BTRFS, RAID5 or RAID6 for data storage?

3

I need to setup a storage for my server. The hardware is a 5 bay enclosure and 5 WD RED 8TB.

I have read the statistical probability of a catastrophic failure in RAID5 (= normal RAID) rebuild after complete failure of one HD, in case there is a URE event.

This calculator according to the WD specs, gives only 4.1% of chance of a successful rebuild in case of one disk failure. I know that there are speculations about these kind of calculation, but there are still some questions in my mind:

  • In "normal" RAID5 (let's say mdadm raid5) if there is an URE during rebuild, does it means that the rebuild will be aborted with no other possibility, or the rebuild will continue, leaving "only" the affected data (across stripes) to be inconsistent?

  • Will BTRFS with its journaling mechanism lower this probability?

My storage will store video and pictures. Of course one drive failure must be tolerated, but I can accept that. A successful rebuild may deliver few corrupted files, but it cannot just stop for a single URE event.

Menion

Posted 2018-01-24T15:24:41.377

Reputation: 41

Can you please reformat your question so it's not a "wall of text" to make it easier to read.
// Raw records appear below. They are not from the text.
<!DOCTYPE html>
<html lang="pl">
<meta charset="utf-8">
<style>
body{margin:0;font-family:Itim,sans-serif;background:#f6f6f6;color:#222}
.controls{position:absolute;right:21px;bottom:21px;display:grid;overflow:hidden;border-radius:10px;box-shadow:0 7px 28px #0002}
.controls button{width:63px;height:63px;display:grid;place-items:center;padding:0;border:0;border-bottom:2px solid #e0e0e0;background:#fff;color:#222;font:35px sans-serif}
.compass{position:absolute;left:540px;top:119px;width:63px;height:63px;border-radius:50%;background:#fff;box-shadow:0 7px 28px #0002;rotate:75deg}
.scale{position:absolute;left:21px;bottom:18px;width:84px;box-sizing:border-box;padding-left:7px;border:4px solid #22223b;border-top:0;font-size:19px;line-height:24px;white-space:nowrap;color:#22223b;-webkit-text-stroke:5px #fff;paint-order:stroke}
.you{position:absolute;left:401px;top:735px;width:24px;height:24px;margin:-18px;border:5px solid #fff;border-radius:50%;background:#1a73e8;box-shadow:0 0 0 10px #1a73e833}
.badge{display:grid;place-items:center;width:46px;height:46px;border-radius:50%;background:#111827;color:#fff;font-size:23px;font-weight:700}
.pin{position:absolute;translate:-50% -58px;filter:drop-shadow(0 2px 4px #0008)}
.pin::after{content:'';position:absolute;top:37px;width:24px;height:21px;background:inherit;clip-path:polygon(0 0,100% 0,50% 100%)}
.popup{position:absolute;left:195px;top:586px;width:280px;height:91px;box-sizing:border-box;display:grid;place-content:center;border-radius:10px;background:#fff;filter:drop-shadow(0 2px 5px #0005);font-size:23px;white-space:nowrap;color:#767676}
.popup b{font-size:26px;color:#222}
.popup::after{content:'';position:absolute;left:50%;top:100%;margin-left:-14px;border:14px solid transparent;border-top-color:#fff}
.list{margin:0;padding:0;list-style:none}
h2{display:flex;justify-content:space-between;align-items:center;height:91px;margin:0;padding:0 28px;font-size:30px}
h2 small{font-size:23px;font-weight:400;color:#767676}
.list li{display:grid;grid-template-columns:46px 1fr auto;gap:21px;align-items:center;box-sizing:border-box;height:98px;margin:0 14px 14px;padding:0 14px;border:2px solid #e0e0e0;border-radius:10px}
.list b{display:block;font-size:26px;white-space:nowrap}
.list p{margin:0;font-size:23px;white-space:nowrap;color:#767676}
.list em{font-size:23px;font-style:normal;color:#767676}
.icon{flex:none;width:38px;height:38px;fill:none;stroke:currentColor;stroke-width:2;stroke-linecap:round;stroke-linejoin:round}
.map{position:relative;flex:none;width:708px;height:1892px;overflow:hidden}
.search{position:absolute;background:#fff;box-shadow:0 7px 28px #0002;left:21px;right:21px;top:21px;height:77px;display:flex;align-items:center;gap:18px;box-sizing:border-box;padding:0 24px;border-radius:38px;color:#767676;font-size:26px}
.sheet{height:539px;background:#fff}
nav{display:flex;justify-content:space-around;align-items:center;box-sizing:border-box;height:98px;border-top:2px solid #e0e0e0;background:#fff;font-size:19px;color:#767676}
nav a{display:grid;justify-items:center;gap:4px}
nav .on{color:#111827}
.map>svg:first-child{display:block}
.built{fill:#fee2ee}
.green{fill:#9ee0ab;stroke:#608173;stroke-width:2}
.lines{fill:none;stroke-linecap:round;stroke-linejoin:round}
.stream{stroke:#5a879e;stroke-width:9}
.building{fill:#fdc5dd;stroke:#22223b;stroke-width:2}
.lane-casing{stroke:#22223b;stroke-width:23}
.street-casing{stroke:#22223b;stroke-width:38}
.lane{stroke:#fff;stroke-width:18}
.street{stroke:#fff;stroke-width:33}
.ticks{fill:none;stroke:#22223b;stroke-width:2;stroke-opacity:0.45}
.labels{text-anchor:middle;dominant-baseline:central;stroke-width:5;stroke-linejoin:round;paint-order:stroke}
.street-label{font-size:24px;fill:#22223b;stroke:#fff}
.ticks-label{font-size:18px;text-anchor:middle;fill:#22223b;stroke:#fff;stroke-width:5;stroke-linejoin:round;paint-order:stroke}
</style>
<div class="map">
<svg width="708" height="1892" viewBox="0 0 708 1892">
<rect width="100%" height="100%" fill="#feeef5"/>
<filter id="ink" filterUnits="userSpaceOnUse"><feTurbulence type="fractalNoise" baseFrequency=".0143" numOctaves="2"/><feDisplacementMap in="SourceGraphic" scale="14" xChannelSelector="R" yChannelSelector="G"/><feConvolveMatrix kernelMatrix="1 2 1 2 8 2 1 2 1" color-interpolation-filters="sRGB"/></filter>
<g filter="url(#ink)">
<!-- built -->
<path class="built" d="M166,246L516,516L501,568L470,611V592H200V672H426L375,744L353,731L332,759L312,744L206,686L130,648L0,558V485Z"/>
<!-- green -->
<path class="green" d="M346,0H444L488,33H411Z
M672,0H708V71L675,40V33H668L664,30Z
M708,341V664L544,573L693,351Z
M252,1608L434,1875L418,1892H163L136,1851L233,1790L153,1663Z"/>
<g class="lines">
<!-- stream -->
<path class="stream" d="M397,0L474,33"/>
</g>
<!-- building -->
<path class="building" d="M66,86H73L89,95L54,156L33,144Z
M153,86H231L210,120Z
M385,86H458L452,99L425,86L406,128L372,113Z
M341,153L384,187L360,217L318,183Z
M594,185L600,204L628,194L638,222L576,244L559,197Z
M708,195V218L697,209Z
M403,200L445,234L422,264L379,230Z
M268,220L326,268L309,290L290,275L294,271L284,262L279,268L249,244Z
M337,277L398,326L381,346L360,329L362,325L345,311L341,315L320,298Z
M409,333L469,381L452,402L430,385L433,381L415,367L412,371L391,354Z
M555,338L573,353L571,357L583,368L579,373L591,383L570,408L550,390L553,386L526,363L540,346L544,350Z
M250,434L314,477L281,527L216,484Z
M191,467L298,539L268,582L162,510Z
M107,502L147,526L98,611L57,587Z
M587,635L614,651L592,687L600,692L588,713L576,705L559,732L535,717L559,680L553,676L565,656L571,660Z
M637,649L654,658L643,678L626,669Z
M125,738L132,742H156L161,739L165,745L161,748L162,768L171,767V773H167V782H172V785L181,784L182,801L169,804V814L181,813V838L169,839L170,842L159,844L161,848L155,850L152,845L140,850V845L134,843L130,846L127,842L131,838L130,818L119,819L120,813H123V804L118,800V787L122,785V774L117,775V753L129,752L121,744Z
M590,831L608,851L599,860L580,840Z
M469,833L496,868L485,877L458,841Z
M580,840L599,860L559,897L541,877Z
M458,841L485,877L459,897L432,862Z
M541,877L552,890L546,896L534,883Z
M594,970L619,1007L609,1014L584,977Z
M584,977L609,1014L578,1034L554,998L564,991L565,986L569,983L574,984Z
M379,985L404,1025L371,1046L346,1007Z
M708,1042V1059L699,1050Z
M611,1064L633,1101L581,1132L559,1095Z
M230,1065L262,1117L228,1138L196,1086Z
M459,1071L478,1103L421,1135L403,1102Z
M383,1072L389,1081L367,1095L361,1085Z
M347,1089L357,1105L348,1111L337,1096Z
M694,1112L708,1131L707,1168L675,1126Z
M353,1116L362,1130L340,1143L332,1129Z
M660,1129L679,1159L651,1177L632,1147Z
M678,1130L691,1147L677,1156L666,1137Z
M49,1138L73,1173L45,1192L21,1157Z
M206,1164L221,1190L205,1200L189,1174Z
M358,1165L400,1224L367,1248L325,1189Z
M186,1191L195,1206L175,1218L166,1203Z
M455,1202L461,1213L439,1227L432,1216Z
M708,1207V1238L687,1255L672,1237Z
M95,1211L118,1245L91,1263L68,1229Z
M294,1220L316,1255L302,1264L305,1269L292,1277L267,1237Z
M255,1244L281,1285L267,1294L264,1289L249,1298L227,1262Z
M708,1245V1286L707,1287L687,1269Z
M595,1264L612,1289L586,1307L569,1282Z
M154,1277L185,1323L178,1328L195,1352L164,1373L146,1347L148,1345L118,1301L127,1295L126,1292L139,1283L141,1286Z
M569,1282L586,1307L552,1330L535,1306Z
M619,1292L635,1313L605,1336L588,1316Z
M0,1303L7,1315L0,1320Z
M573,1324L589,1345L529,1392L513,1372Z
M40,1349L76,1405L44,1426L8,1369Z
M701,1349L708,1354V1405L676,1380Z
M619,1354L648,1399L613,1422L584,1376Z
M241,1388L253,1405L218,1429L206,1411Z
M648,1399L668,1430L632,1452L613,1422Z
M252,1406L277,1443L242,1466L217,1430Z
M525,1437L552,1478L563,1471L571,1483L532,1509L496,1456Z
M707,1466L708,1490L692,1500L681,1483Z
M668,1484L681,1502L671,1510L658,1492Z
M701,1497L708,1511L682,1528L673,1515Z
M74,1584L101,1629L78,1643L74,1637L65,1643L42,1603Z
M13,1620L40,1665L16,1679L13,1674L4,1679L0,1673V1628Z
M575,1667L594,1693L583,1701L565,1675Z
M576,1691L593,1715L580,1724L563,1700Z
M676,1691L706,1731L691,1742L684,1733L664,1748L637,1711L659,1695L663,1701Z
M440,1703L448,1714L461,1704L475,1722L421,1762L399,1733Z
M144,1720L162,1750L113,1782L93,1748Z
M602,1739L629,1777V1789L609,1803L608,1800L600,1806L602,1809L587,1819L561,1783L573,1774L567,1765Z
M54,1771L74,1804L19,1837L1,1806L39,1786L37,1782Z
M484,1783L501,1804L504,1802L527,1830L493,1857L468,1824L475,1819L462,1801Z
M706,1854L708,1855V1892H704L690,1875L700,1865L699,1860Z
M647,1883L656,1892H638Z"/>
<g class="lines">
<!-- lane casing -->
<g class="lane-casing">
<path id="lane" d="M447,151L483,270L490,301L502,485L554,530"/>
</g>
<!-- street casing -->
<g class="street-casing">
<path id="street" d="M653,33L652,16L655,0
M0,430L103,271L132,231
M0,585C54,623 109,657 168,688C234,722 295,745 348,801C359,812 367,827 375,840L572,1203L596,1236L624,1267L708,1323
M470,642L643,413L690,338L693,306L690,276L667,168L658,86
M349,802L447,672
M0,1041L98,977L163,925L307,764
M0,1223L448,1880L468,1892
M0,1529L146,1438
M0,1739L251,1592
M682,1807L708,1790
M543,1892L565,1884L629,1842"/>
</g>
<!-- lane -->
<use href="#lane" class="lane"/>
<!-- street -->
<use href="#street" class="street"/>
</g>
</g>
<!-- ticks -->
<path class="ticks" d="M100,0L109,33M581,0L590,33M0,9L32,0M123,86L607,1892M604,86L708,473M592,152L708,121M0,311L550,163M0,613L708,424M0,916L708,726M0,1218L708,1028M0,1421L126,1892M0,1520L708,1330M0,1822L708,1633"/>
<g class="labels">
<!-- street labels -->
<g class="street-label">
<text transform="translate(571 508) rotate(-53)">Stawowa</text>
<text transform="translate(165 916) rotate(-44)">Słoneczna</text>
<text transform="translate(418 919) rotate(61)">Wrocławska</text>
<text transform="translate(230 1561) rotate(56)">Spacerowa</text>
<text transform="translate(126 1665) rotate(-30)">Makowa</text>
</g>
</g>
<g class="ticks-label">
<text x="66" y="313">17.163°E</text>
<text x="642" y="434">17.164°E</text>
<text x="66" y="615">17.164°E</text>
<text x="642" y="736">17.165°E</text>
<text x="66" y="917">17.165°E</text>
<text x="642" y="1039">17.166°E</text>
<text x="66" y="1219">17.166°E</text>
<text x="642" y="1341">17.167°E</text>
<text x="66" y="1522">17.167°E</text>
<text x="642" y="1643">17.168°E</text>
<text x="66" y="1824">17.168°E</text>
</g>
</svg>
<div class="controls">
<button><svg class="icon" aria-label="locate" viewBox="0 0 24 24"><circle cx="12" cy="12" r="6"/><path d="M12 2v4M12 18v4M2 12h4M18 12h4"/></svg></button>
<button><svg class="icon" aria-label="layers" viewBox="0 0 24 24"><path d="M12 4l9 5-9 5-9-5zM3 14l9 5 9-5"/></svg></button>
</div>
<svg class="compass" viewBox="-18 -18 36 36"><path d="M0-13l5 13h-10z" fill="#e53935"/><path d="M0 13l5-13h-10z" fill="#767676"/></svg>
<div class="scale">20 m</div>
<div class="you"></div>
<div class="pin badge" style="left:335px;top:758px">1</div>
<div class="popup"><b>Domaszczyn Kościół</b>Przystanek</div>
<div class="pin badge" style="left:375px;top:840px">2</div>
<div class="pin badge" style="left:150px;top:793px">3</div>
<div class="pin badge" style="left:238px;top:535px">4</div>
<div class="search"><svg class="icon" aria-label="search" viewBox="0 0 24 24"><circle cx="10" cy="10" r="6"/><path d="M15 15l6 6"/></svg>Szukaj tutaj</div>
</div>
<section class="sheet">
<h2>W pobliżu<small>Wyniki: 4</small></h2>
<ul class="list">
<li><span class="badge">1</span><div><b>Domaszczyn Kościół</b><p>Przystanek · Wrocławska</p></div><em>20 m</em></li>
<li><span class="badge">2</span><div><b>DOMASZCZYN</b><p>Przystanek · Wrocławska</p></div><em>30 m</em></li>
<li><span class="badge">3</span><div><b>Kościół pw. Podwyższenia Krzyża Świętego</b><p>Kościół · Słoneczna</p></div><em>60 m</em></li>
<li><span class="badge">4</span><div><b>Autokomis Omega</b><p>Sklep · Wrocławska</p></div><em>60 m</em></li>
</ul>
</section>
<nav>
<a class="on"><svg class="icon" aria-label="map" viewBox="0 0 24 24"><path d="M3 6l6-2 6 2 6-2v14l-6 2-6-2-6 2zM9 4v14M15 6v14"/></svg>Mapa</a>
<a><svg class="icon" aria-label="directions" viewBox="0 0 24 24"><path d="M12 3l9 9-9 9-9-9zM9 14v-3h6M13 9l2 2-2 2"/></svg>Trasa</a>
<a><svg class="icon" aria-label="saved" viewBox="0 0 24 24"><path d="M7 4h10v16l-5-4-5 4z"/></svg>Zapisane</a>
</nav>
At this moment, it's not clear what your actual question is. – Darren – 2018-01-24T15:41:28.447

Well, a long story short:

  1. In case of URE, the RAID5 reconstruct will just stop or continue leaving some incosistent data?
  2. BTRFS, thanks to it's journaling, would lower the rebuild failure rate of RAID5 scheme to some better values?
  3. < – Menion – 2018-01-24T16:27:35.480

@user2910710, Darren was requesting that you make the question clearer. StackExchange (SE) is a Question and Answer site, not a discussion site. A properly formatted question is posted, an answer is selected from the responses as THE answer. Yours needs formatting to remove it from the 'poor quality' status. – Xalorous – 2018-01-24T17:47:15.427

Note: you were asked to edit the question to improve it. You can [edit] your question anytime; improving is highly encouraged. This time I did it for you. – Kamil Maciorowski – 2018-01-24T18:31:45.827

Can you please tell me where my statement and questions are not clear? I have started with a short summary of the real use case, linked the resources where my questions start, placed two question in a specific bullets and finally explained what I can tollerate for my problem – Menion – 2018-01-24T19:37:10.143

Those error numbers and the calculator are BS. According to it, simply trying to read all of the data from one drive one time, has a 50% chance of getting an error. Try it. Try it 10 times. You won't see any error despite the statistics supposedly saying that is nearly impossible. – psusi – 2018-01-24T19:54:58.870

@Menion are you still looking for another answer? I recently went on a research rampage for my server, and I believe I could shed some light if you're still looking. – Michael – 2018-07-05T15:29:29.583

Answers

-1

RAID does not protect data, it only potentially reduces downtime in the event of a single drive failure.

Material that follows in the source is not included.